Aim of the task: Give back all of the records underneath exactly, with no omissions.

══════

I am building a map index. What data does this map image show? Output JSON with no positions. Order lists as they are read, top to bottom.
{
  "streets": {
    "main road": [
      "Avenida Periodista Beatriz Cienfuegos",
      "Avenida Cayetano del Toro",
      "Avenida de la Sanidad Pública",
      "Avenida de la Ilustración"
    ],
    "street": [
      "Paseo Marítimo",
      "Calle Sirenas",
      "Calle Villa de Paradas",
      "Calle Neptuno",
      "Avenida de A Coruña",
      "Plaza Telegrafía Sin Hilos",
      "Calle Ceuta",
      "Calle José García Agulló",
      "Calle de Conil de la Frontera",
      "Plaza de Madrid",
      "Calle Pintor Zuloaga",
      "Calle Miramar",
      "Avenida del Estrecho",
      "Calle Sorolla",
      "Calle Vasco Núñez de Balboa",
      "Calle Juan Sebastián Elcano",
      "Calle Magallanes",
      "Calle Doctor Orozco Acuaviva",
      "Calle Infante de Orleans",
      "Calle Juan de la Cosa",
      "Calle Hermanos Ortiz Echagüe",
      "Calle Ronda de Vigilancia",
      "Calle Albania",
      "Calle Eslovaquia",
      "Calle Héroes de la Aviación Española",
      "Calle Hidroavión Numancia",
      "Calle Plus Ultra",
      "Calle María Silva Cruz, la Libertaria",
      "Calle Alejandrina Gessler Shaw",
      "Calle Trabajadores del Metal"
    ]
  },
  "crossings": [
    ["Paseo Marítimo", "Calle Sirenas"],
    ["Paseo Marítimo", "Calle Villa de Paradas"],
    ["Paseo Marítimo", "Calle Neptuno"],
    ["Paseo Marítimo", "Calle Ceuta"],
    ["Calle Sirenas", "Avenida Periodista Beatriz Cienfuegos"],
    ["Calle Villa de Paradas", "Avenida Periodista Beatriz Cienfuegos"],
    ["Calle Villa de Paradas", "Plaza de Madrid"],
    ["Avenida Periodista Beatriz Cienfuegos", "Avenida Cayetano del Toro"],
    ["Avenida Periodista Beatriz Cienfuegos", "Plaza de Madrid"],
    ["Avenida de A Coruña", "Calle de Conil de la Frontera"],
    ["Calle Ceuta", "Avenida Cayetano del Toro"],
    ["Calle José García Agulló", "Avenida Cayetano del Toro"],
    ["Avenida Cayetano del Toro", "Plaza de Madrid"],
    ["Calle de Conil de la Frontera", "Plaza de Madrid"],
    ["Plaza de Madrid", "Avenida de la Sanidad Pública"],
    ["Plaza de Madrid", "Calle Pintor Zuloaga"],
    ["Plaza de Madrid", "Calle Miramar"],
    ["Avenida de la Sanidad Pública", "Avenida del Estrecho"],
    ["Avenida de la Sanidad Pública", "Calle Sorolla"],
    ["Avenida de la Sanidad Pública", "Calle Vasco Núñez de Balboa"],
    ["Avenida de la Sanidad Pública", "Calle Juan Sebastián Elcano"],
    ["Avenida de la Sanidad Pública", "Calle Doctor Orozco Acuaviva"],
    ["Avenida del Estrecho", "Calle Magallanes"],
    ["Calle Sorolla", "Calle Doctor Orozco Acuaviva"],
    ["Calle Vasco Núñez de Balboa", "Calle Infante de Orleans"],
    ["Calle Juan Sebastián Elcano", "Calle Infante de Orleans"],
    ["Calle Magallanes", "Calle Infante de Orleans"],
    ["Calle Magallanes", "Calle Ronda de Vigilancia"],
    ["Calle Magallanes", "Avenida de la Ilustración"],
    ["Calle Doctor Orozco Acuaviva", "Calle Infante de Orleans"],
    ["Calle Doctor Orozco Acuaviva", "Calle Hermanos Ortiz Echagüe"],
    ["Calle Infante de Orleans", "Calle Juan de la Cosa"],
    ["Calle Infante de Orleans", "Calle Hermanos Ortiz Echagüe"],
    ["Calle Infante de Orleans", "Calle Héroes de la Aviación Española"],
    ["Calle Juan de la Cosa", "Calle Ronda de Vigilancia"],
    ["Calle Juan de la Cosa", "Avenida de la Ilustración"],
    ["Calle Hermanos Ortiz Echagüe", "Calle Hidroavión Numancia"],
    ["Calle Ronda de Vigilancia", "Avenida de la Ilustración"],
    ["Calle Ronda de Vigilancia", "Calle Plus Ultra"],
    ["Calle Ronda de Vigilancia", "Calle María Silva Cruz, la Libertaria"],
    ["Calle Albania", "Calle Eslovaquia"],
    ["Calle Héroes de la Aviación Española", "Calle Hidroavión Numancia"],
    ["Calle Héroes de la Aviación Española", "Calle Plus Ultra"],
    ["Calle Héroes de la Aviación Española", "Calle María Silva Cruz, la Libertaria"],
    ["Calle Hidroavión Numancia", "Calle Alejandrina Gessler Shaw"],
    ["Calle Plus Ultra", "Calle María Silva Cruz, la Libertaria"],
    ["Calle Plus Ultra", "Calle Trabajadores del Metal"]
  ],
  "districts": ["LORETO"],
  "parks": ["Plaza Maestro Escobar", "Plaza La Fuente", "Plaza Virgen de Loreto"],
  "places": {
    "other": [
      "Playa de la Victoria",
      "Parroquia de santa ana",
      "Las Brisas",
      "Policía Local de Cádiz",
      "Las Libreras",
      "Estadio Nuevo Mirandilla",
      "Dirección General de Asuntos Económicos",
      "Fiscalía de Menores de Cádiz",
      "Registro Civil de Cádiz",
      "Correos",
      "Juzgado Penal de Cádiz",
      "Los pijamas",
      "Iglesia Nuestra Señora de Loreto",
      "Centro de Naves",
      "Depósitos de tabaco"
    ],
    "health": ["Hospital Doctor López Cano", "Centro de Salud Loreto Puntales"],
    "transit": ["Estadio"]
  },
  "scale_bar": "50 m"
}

══════

Exercise result:
I am building a map index. What data does this map image show? Output JSON with no positions. Order lists as they are read, top to bottom.
{
  "streets": {
    "main road": [
      "Avenida Periodista Beatriz Cienfuegos",
      "Avenida Cayetano del Toro",
      "Avenida de la Sanidad Pública",
      "Avenida de la Ilustración"
    ],
    "street": [
      "Paseo Marítimo",
      "Calle Sirenas",
      "Calle Villa de Paradas",
      "Calle Neptuno",
      "Avenida de A Coruña",
      "Plaza Telegrafía Sin Hilos",
      "Calle Ceuta",
      "Calle José García Agulló",
      "Calle de Conil de la Frontera",
      "Plaza de Madrid",
      "Calle Pintor Zuloaga",
      "Calle Miramar",
      "Avenida del Estrecho",
      "Calle Sorolla",
      "Calle Vasco Núñez de Balboa",
      "Calle Juan Sebastián Elcano",
      "Calle Magallanes",
      "Calle Doctor Orozco Acuaviva",
      "Calle Infante de Orleans",
      "Calle Juan de la Cosa",
      "Calle Hermanos Ortiz Echagüe",
      "Calle Ronda de Vigilancia",
      "Calle Albania",
      "Calle Eslovaquia",
      "Calle Héroes de la Aviación Española",
      "Calle Hidroavión Numancia",
      "Calle Plus Ultra",
      "Calle María Silva Cruz, la Libertaria",
      "Calle Alejandrina Gessler Shaw",
      "Calle Trabajadores del Metal"
    ]
  },
  "crossings": [
    ["Paseo Marítimo", "Calle Sirenas"],
    ["Paseo Marítimo", "Calle Villa de Paradas"],
    ["Paseo Marítimo", "Calle Neptuno"],
    ["Paseo Marítimo", "Calle Ceuta"],
    ["Calle Sirenas", "Avenida Periodista Beatriz Cienfuegos"],
    ["Calle Villa de Paradas", "Avenida Periodista Beatriz Cienfuegos"],
    ["Calle Villa de Paradas", "Plaza de Madrid"],
    ["Avenida Periodista Beatriz Cienfuegos", "Avenida Cayetano del Toro"],
    ["Avenida Periodista Beatriz Cienfuegos", "Plaza de Madrid"],
    ["Avenida de A Coruña", "Calle de Conil de la Frontera"],
    ["Calle Ceuta", "Avenida Cayetano del Toro"],
    ["Calle José García Agulló", "Avenida Cayetano del Toro"],
    ["Avenida Cayetano del Toro", "Plaza de Madrid"],
    ["Calle de Conil de la Frontera", "Plaza de Madrid"],
    ["Plaza de Madrid", "Avenida de la Sanidad Pública"],
    ["Plaza de Madrid", "Calle Pintor Zuloaga"],
    ["Plaza de Madrid", "Calle Miramar"],
    ["Avenida de la Sanidad Pública", "Avenida del Estrecho"],
    ["Avenida de la Sanidad Pública", "Calle Sorolla"],
    ["Avenida de la Sanidad Pública", "Calle Vasco Núñez de Balboa"],
    ["Avenida de la Sanidad Pública", "Calle Juan Sebastián Elcano"],
    ["Avenida de la Sanidad Pública", "Calle Doctor Orozco Acuaviva"],
    ["Avenida del Estrecho", "Calle Magallanes"],
    ["Calle Sorolla", "Calle Doctor Orozco Acuaviva"],
    ["Calle Vasco Núñez de Balboa", "Calle Infante de Orleans"],
    ["Calle Juan Sebastián Elcano", "Calle Infante de Orleans"],
    ["Calle Magallanes", "Calle Infante de Orleans"],
    ["Calle Magallanes", "Calle Ronda de Vigilancia"],
    ["Calle Magallanes", "Avenida de la Ilustración"],
    ["Calle Doctor Orozco Acuaviva", "Calle Infante de Orleans"],
    ["Calle Doctor Orozco Acuaviva", "Calle Hermanos Ortiz Echagüe"],
    ["Calle Infante de Orleans", "Calle Juan de la Cosa"],
    ["Calle Infante de Orleans", "Calle Hermanos Ortiz Echagüe"],
    ["Calle Infante de Orleans", "Calle Héroes de la Aviación Española"],
    ["Calle Juan de la Cosa", "Calle Ronda de Vigilancia"],
    ["Calle Juan de la Cosa", "Avenida de la Ilustración"],
    ["Calle Hermanos Ortiz Echagüe", "Calle Hidroavión Numancia"],
    ["Calle Ronda de Vigilancia", "Avenida de la Ilustración"],
    ["Calle Ronda de Vigilancia", "Calle Plus Ultra"],
    ["Calle Ronda de Vigilancia", "Calle María Silva Cruz, la Libertaria"],
    ["Calle Albania", "Calle Eslovaquia"],
    ["Calle Héroes de la Aviación Española", "Calle Hidroavión Numancia"],
    ["Calle Héroes de la Aviación Española", "Calle Plus Ultra"],
    ["Calle Héroes de la Aviación Española", "Calle María Silva Cruz, la Libertaria"],
    ["Calle Hidroavión Numancia", "Calle Alejandrina Gessler Shaw"],
    ["Calle Plus Ultra", "Calle María Silva Cruz, la Libertaria"],
    ["Calle Plus Ultra", "Calle Trabajadores del Metal"]
  ],
  "districts": ["LORETO"],
  "parks": ["Plaza Maestro Escobar", "Plaza La Fuente", "Plaza Virgen de Loreto"],
  "places": {
    "other": [
      "Playa de la Victoria",
      "Parroquia de santa ana",
      "Las Brisas",
      "Policía Local de Cádiz",
      "Las Libreras",
      "Estadio Nuevo Mirandilla",
      "Dirección General de Asuntos Económicos",
      "Fiscalía de Menores de Cádiz",
      "Registro Civil de Cádiz",
      "Correos",
      "Juzgado Penal de Cádiz",
      "Los pijamas",
      "Iglesia Nuestra Señora de Loreto",
      "Centro de Naves",
      "Depósitos de tabaco"
    ],
    "health": ["Hospital Doctor López Cano", "Centro de Salud Loreto Puntales"],
    "transit": ["Estadio"]
  },
  "scale_bar": "50 m"
}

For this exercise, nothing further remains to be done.